Opinion pieces

You’ve got to be joking if you think there are normal days in the European Parliament, Irish MEP Ciaran Cuffe says

WE have all heard of the European Parliament in Brussels. But how many of us actually know what they do all day?

The 705 Members are directly elected by voters in all 27 Member States to represent our interests with regard to EU law-making and to make sure other EU institutions are working democratically.

Seats are allocated on the basis of population by state. MEPs are grouped by political affinity, not nationality.

Ireland has 13 members - from Fine Gael, Fianna Fail, the Green and Independents - representing Dublin/Midlands-North-West and South.

MEPs - who have a €105,000 salary and a €24,943 monthly allowance to pay staff - divide their time between their constituencies, Strasbourg, where plenary sittings are held, and Brussels.

Writing in the Irish Sun today, Green Party MEP for Dublin Ciarán Cuffe tries to explain what politicians do every day in Brussels.

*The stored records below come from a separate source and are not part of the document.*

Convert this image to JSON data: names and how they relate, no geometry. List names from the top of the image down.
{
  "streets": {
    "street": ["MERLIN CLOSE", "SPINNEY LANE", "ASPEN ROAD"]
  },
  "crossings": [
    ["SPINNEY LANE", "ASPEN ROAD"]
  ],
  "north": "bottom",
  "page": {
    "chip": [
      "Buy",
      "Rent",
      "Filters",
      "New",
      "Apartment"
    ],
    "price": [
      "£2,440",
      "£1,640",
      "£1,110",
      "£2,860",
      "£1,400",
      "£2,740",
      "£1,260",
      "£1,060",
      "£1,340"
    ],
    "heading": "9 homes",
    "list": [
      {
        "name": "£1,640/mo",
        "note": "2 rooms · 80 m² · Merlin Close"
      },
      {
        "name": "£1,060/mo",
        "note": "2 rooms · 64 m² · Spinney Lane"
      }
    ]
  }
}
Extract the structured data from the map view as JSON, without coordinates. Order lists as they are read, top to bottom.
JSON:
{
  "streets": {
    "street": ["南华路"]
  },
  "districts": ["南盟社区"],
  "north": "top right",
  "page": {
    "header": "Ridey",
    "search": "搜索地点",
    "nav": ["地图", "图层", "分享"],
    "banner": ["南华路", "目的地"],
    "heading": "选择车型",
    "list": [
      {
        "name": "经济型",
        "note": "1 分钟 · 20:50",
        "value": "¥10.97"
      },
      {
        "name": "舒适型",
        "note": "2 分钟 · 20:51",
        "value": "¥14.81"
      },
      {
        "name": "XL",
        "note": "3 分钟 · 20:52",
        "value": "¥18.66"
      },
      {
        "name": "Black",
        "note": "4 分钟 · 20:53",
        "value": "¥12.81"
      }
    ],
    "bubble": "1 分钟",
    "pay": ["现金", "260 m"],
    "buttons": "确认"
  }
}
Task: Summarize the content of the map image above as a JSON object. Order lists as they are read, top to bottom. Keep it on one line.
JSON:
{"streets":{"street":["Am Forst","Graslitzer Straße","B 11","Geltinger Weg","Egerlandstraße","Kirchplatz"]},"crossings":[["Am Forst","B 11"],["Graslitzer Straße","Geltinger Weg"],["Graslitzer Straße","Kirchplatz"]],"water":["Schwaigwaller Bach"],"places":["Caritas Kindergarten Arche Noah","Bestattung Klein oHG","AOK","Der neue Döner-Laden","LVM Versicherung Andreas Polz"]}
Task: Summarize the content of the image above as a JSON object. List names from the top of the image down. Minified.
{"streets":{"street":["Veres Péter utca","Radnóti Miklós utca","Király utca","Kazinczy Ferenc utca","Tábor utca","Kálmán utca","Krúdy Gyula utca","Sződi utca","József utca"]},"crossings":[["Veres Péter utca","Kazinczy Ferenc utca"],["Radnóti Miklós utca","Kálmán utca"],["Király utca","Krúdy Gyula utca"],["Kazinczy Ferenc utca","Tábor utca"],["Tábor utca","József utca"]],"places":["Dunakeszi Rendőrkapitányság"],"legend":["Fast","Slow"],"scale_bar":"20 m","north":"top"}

A NORMAL day? You’ve got to be joking!

There are not too many of them in my life as a member of the European Parliament.

But, let me try and give you a flavour of my life as an Irish MEP.

5.30 am: A tap on my wrist from the alarm on my watch wakes me. Time to hop out of bed and make tracks.

Ten minutes later I’m in a taxi on the way to Dublin Airport for an early flight to Brussels.

The flight is on time, and by mid-morning I’m out of Brussels Airport and on a train that takes me to the European Quarter in the heart of Brussels.

My travel has a large carbon footprint, and to cut down on this, I sometimes take the SailRail option which takes eleven hours by ferry to Holyhead, train to London and Eurostar across the channel.

This gives me time to read, and more importantly to think before endless rounds of Brussels meetings, but this morning I’m on a flight to make it to a morning meeting.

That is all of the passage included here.